TASK DESCRIPTION
The reply should return the data in full, exactly as written.

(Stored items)
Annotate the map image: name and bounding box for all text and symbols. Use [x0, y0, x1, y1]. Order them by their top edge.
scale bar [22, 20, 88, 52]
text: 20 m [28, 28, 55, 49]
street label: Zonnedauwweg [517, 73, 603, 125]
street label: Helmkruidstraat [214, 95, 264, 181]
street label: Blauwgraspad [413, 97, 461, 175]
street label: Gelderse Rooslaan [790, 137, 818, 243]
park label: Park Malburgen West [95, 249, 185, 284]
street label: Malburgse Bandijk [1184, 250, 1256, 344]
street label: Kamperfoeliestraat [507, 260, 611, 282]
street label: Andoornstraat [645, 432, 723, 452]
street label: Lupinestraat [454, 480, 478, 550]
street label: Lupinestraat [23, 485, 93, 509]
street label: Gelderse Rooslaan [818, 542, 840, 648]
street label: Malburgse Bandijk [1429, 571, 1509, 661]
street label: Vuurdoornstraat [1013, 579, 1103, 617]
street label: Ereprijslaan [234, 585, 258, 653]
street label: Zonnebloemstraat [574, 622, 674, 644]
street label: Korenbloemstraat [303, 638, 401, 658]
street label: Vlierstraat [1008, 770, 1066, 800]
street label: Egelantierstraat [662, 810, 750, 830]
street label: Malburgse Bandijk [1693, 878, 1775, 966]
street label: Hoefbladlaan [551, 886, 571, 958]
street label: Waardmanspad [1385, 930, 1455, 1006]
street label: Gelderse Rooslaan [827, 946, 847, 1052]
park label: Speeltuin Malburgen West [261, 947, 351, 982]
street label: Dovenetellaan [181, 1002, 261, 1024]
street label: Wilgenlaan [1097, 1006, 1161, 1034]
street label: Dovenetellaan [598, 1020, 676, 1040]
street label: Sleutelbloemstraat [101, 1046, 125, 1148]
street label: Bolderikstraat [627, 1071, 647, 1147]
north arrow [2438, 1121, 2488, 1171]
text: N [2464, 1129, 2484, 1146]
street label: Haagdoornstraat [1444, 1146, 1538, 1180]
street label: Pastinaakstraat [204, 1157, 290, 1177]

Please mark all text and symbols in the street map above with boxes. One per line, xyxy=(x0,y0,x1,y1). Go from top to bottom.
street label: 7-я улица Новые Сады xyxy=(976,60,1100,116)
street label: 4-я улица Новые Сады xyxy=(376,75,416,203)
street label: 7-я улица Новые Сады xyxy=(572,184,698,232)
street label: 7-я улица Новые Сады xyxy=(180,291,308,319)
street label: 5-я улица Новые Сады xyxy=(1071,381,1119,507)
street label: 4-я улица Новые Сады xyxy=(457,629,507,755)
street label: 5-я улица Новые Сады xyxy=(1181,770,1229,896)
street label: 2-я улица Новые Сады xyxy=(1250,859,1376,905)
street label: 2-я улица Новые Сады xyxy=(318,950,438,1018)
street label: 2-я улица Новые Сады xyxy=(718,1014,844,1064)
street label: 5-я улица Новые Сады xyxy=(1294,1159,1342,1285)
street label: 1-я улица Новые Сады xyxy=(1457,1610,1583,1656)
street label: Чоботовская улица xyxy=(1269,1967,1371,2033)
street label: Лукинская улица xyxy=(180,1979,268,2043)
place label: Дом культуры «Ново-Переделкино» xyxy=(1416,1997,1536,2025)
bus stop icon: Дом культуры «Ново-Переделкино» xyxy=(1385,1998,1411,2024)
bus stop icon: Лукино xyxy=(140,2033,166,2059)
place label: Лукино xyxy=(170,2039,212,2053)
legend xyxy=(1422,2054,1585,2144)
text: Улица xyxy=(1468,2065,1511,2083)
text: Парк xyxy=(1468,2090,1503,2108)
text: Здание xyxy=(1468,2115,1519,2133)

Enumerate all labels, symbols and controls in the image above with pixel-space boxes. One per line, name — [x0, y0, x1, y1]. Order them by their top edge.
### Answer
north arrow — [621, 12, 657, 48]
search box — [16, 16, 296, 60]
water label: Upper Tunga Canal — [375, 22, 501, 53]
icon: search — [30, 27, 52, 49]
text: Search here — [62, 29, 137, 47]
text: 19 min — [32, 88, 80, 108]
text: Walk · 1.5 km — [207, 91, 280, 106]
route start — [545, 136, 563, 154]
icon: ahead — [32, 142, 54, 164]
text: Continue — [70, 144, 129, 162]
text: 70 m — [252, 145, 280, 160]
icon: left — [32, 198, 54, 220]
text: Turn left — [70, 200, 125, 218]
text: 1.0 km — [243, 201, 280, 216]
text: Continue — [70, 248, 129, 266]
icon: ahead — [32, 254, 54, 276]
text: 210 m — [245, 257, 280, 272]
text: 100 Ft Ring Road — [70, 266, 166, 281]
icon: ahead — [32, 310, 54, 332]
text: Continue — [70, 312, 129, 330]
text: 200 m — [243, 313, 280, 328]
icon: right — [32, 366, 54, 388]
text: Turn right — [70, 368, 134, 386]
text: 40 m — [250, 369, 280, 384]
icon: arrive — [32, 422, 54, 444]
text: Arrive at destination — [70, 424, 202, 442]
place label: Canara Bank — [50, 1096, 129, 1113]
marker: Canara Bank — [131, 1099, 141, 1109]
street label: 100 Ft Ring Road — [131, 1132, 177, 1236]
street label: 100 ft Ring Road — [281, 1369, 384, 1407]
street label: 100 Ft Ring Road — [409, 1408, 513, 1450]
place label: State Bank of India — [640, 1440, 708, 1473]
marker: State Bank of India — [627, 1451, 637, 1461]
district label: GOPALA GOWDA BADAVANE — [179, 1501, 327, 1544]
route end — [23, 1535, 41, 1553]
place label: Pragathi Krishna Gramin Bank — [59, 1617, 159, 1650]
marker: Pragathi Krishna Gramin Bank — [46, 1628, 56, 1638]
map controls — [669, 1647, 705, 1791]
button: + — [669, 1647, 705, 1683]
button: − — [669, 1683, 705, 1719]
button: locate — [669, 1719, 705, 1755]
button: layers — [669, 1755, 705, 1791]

RESPONSE BELOW
Annotate the map image: name and bounding box for all text and symbols. Use [x0, y0, x1, y1]. Order them by their top edge.
scale bar [22, 20, 88, 52]
text: 20 m [28, 28, 55, 49]
street label: Zonnedauwweg [517, 73, 603, 125]
street label: Helmkruidstraat [214, 95, 264, 181]
street label: Blauwgraspad [413, 97, 461, 175]
street label: Gelderse Rooslaan [790, 137, 818, 243]
park label: Park Malburgen West [95, 249, 185, 284]
street label: Malburgse Bandijk [1184, 250, 1256, 344]
street label: Kamperfoeliestraat [507, 260, 611, 282]
street label: Andoornstraat [645, 432, 723, 452]
street label: Lupinestraat [454, 480, 478, 550]
street label: Lupinestraat [23, 485, 93, 509]
street label: Gelderse Rooslaan [818, 542, 840, 648]
street label: Malburgse Bandijk [1429, 571, 1509, 661]
street label: Vuurdoornstraat [1013, 579, 1103, 617]
street label: Ereprijslaan [234, 585, 258, 653]
street label: Zonnebloemstraat [574, 622, 674, 644]
street label: Korenbloemstraat [303, 638, 401, 658]
street label: Vlierstraat [1008, 770, 1066, 800]
street label: Egelantierstraat [662, 810, 750, 830]
street label: Malburgse Bandijk [1693, 878, 1775, 966]
street label: Hoefbladlaan [551, 886, 571, 958]
street label: Waardmanspad [1385, 930, 1455, 1006]
street label: Gelderse Rooslaan [827, 946, 847, 1052]
park label: Speeltuin Malburgen West [261, 947, 351, 982]
street label: Dovenetellaan [181, 1002, 261, 1024]
street label: Wilgenlaan [1097, 1006, 1161, 1034]
street label: Dovenetellaan [598, 1020, 676, 1040]
street label: Sleutelbloemstraat [101, 1046, 125, 1148]
street label: Bolderikstraat [627, 1071, 647, 1147]
north arrow [2438, 1121, 2488, 1171]
text: N [2464, 1129, 2484, 1146]
street label: Haagdoornstraat [1444, 1146, 1538, 1180]
street label: Pastinaakstraat [204, 1157, 290, 1177]

Please mark all text and symbols in the street map above with boxes. One per line, xyxy=(x0,y0,x1,y1). Go from top to bottom.
street label: 7-я улица Новые Сады xyxy=(976,60,1100,116)
street label: 4-я улица Новые Сады xyxy=(376,75,416,203)
street label: 7-я улица Новые Сады xyxy=(572,184,698,232)
street label: 7-я улица Новые Сады xyxy=(180,291,308,319)
street label: 5-я улица Новые Сады xyxy=(1071,381,1119,507)
street label: 4-я улица Новые Сады xyxy=(457,629,507,755)
street label: 5-я улица Новые Сады xyxy=(1181,770,1229,896)
street label: 2-я улица Новые Сады xyxy=(1250,859,1376,905)
street label: 2-я улица Новые Сады xyxy=(318,950,438,1018)
street label: 2-я улица Новые Сады xyxy=(718,1014,844,1064)
street label: 5-я улица Новые Сады xyxy=(1294,1159,1342,1285)
street label: 1-я улица Новые Сады xyxy=(1457,1610,1583,1656)
street label: Чоботовская улица xyxy=(1269,1967,1371,2033)
street label: Лукинская улица xyxy=(180,1979,268,2043)
place label: Дом культуры «Ново-Переделкино» xyxy=(1416,1997,1536,2025)
bus stop icon: Дом культуры «Ново-Переделкино» xyxy=(1385,1998,1411,2024)
bus stop icon: Лукино xyxy=(140,2033,166,2059)
place label: Лукино xyxy=(170,2039,212,2053)
legend xyxy=(1422,2054,1585,2144)
text: Улица xyxy=(1468,2065,1511,2083)
text: Парк xyxy=(1468,2090,1503,2108)
text: Здание xyxy=(1468,2115,1519,2133)

Enumerate all labels, symbols and controls in the image above with pixel-space boxes. One per line, name — [x0, y0, x1, y1]. Order them by their top edge.
### Answer
north arrow — [621, 12, 657, 48]
search box — [16, 16, 296, 60]
water label: Upper Tunga Canal — [375, 22, 501, 53]
icon: search — [30, 27, 52, 49]
text: Search here — [62, 29, 137, 47]
text: 19 min — [32, 88, 80, 108]
text: Walk · 1.5 km — [207, 91, 280, 106]
route start — [545, 136, 563, 154]
icon: ahead — [32, 142, 54, 164]
text: Continue — [70, 144, 129, 162]
text: 70 m — [252, 145, 280, 160]
icon: left — [32, 198, 54, 220]
text: Turn left — [70, 200, 125, 218]
text: 1.0 km — [243, 201, 280, 216]
text: Continue — [70, 248, 129, 266]
icon: ahead — [32, 254, 54, 276]
text: 210 m — [245, 257, 280, 272]
text: 100 Ft Ring Road — [70, 266, 166, 281]
icon: ahead — [32, 310, 54, 332]
text: Continue — [70, 312, 129, 330]
text: 200 m — [243, 313, 280, 328]
icon: right — [32, 366, 54, 388]
text: Turn right — [70, 368, 134, 386]
text: 40 m — [250, 369, 280, 384]
icon: arrive — [32, 422, 54, 444]
text: Arrive at destination — [70, 424, 202, 442]
place label: Canara Bank — [50, 1096, 129, 1113]
marker: Canara Bank — [131, 1099, 141, 1109]
street label: 100 Ft Ring Road — [131, 1132, 177, 1236]
street label: 100 ft Ring Road — [281, 1369, 384, 1407]
street label: 100 Ft Ring Road — [409, 1408, 513, 1450]
place label: State Bank of India — [640, 1440, 708, 1473]
marker: State Bank of India — [627, 1451, 637, 1461]
district label: GOPALA GOWDA BADAVANE — [179, 1501, 327, 1544]
route end — [23, 1535, 41, 1553]
place label: Pragathi Krishna Gramin Bank — [59, 1617, 159, 1650]
marker: Pragathi Krishna Gramin Bank — [46, 1628, 56, 1638]
map controls — [669, 1647, 705, 1791]
button: + — [669, 1647, 705, 1683]
button: − — [669, 1683, 705, 1719]
button: locate — [669, 1719, 705, 1755]
button: layers — [669, 1755, 705, 1791]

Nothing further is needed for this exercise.